TASK DIRECTIONS » Give again, exactly, every line of the entries below from the one that has "I am building" to the last.

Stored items
□ □ □ □ □

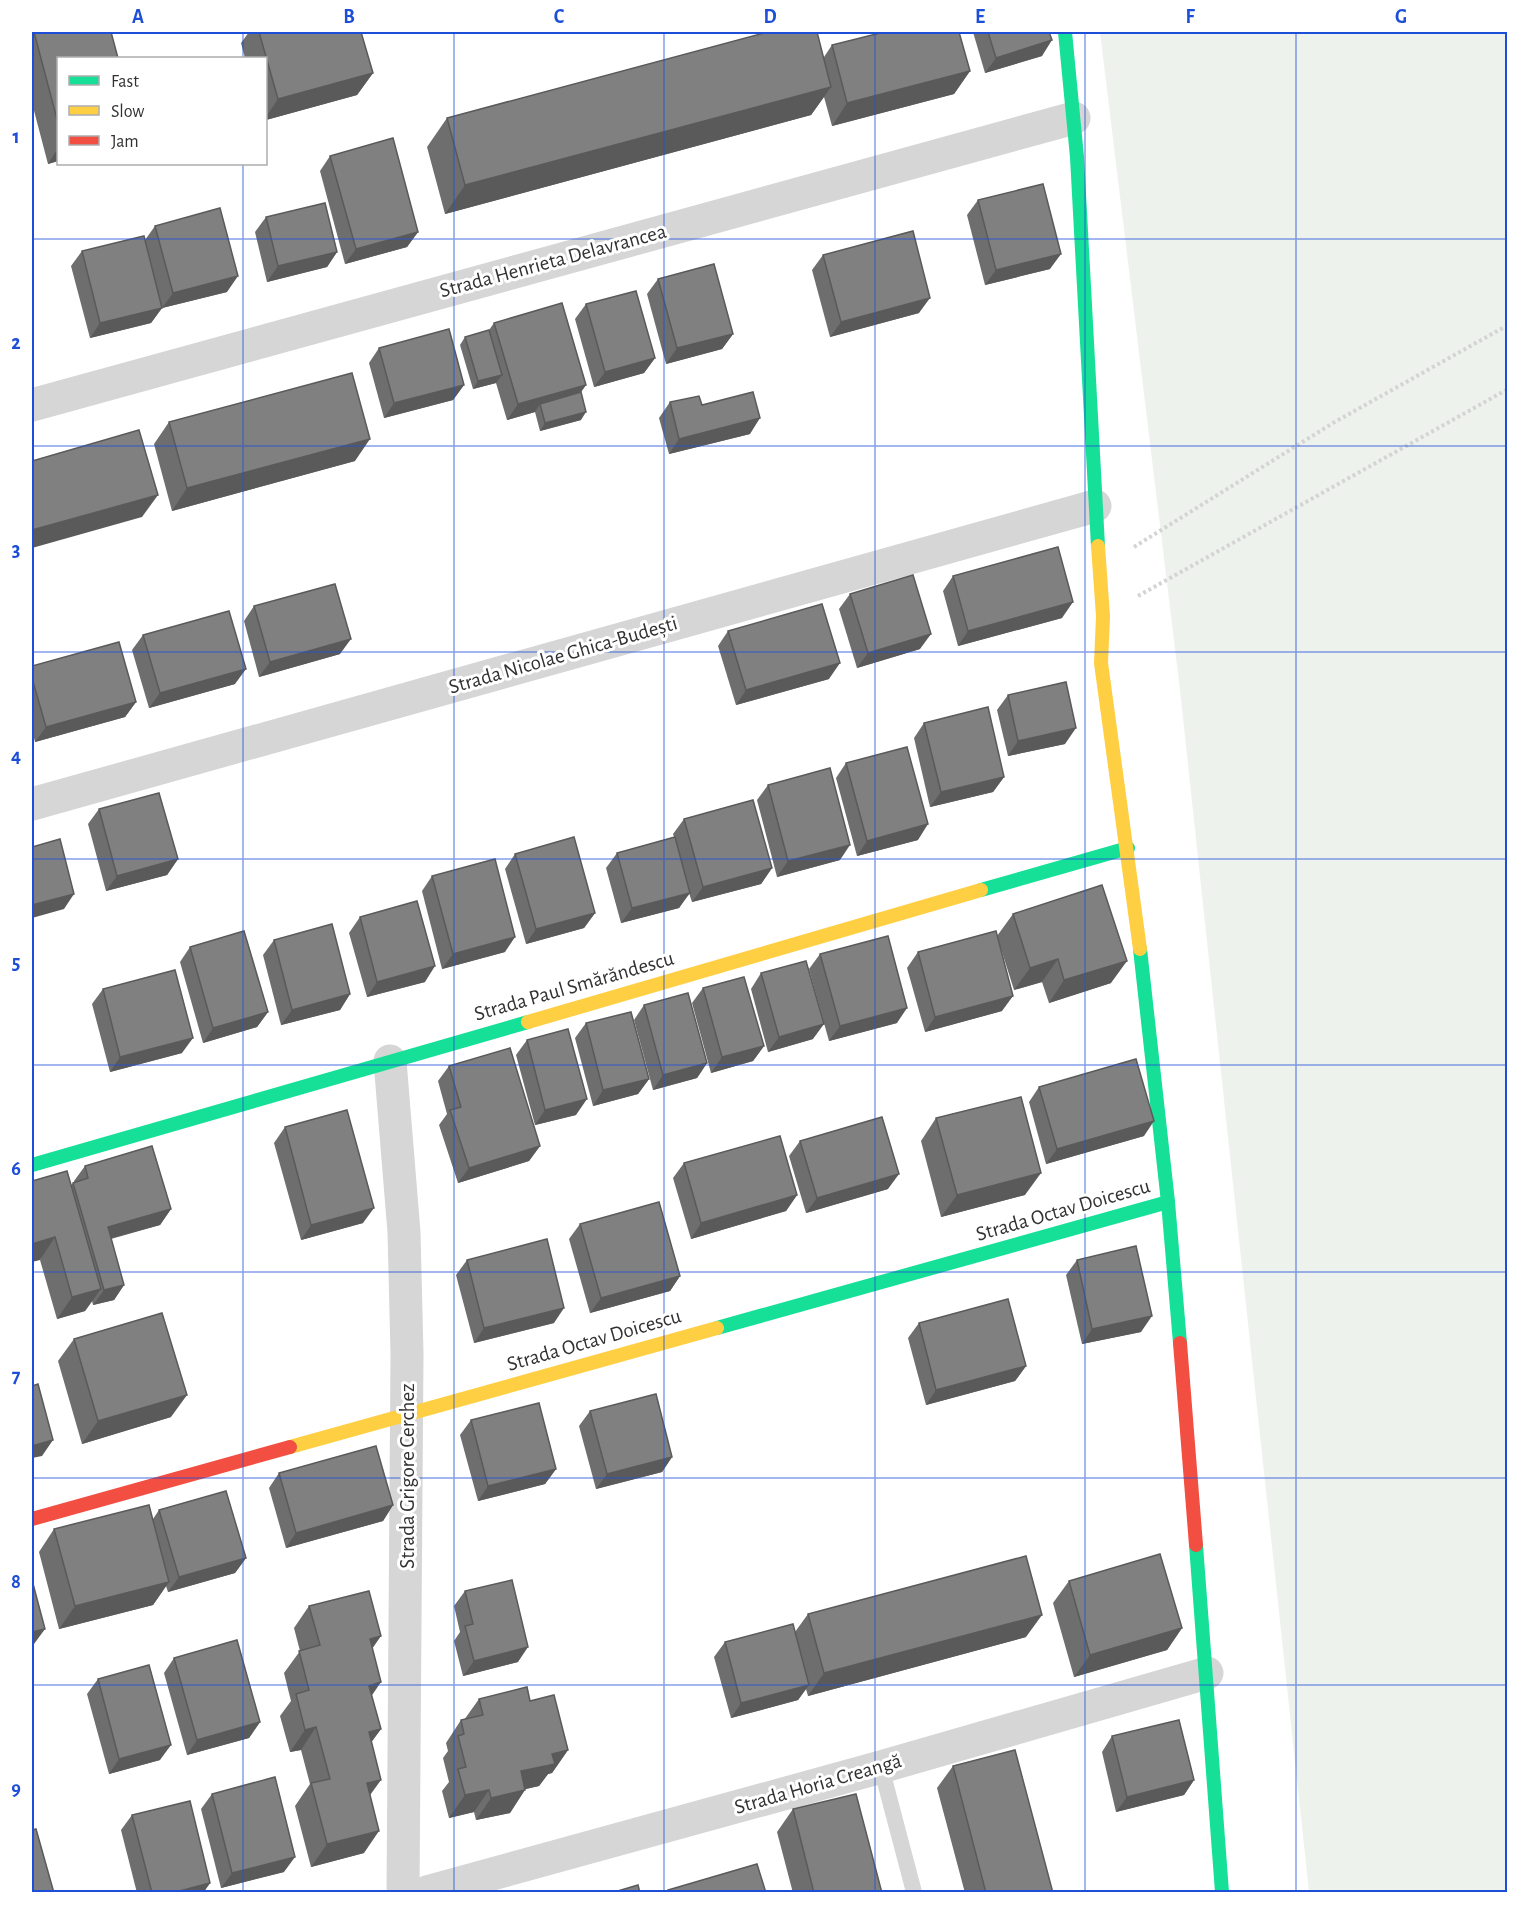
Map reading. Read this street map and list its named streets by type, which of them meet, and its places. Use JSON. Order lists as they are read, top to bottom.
{
  "streets": {
    "street": [
      "Strada Henrieta Delavrancea",
      "Strada Nicolae Ghica-Budești",
      "Strada Paul Smărăndescu",
      "Strada Octav Doicescu",
      "Strada Grigore Cerchez",
      "Strada Horia Creangă"
    ]
  },
  "crossings": [
    ["Strada Paul Smărăndescu", "Strada Grigore Cerchez"],
    ["Strada Octav Doicescu", "Strada Grigore Cerchez"]
  ],
  "legend": ["Fast", "Slow", "Jam"],
  "grid": {
    "columns": [
      "A",
      "B",
      "C",
      "D",
      "E",
      "F",
      "G"
    ],
    "rows": [
      "1",
      "2",
      "3",
      "4",
      "5",
      "6",
      "7",
      "8",
      "9"
    ]
  }
}
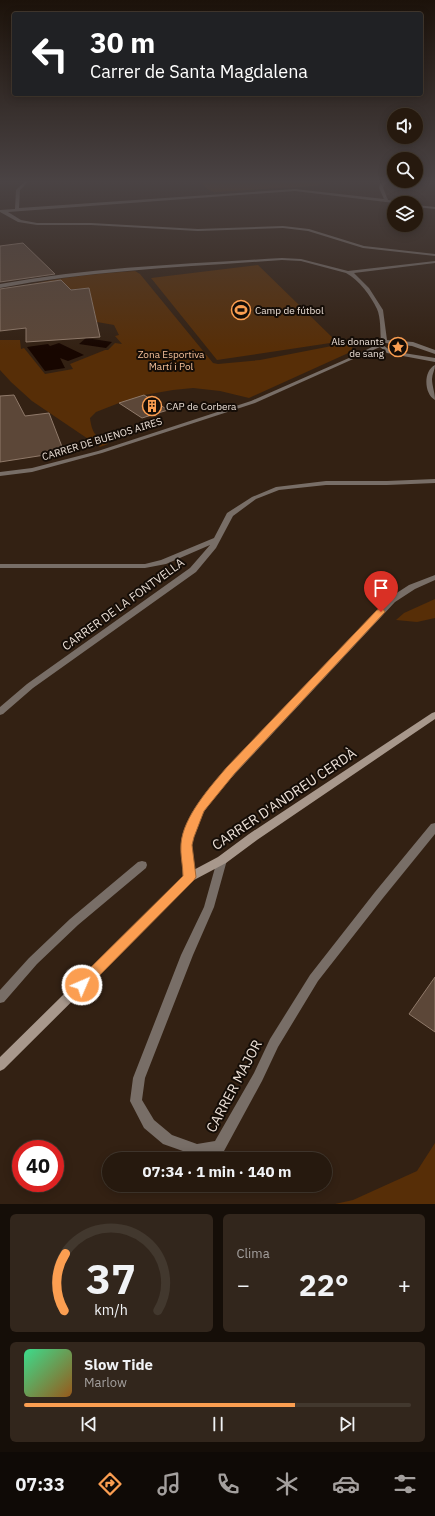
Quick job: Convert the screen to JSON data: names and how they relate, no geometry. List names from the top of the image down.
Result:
{
  "streets": {
    "street": [
      "CARRER DE BUENOS AIRES",
      "CARRER DE LA FONTVELLA",
      "CARRER D'ANDREU CERDÀ",
      "CARRER MAJOR"
    ]
  },
  "crossings": [
    ["CARRER D'ANDREU CERDÀ", "CARRER MAJOR"]
  ],
  "parks": ["Zona Esportiva Martí i Pol"],
  "places": {
    "sports": ["Camp de fútbol"],
    "place": ["Als donants de sang"],
    "building": ["CAP de Corbera"]
  },
  "page": {
    "turn": ["30 m", "Carrer de Santa Magdalena"],
    "limit": "40",
    "trip": "07:34 · 1 min · 140 m",
    "tile": "Clima",
    "heat": ["−", "22°", "+"],
    "song": ["Slow Tide", "Marlow"],
    "tabs": "07:33",
    "gauge": ["37", "km/h"]
  }
}
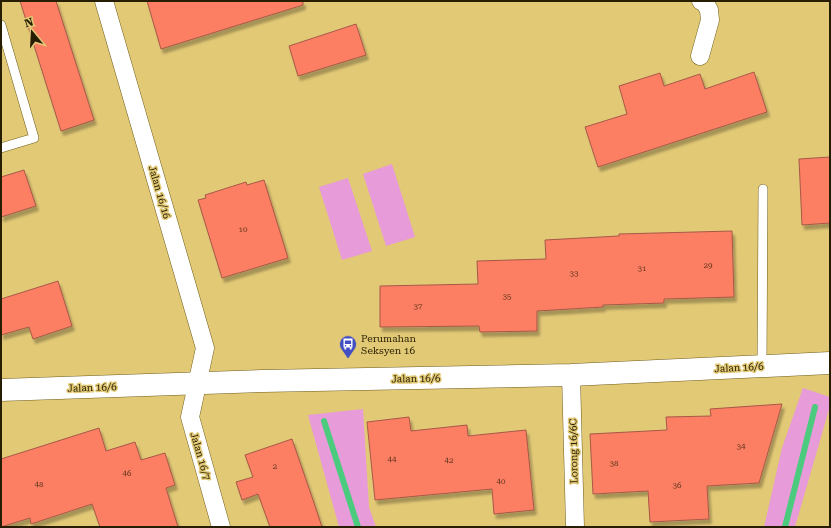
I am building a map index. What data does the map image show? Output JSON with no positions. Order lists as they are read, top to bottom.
{
  "streets": {
    "street": [
      "Jalan 16/16",
      "Jalan 16/6",
      "Lorong 16/6C",
      "Jalan 16/7"
    ]
  },
  "crossings": [
    ["Jalan 16/16", "Jalan 16/6"],
    ["Jalan 16/16", "Jalan 16/7"],
    ["Jalan 16/6", "Lorong 16/6C"],
    ["Jalan 16/6", "Jalan 16/7"]
  ],
  "places": {
    "bus stop": ["Perumahan Seksyen 16"]
  },
  "house_numbers": [
    "10",
    "29",
    "31",
    "33",
    "35",
    "37",
    "34",
    "44",
    "42",
    "38",
    "2",
    "46",
    "40",
    "48",
    "36"
  ],
  "north": "top"
}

□ □ □ □ □

OUTPUT BELOW »
I am building a map index. What data does the map image show? Output JSON with no positions. Order lists as they are read, top to bottom.
{
  "streets": {
    "street": [
      "Jalan 16/16",
      "Jalan 16/6",
      "Lorong 16/6C",
      "Jalan 16/7"
    ]
  },
  "crossings": [
    ["Jalan 16/16", "Jalan 16/6"],
    ["Jalan 16/16", "Jalan 16/7"],
    ["Jalan 16/6", "Lorong 16/6C"],
    ["Jalan 16/6", "Jalan 16/7"]
  ],
  "places": {
    "bus stop": ["Perumahan Seksyen 16"]
  },
  "house_numbers": [
    "10",
    "29",
    "31",
    "33",
    "35",
    "37",
    "34",
    "44",
    "42",
    "38",
    "2",
    "46",
    "40",
    "48",
    "36"
  ],
  "north": "top"
}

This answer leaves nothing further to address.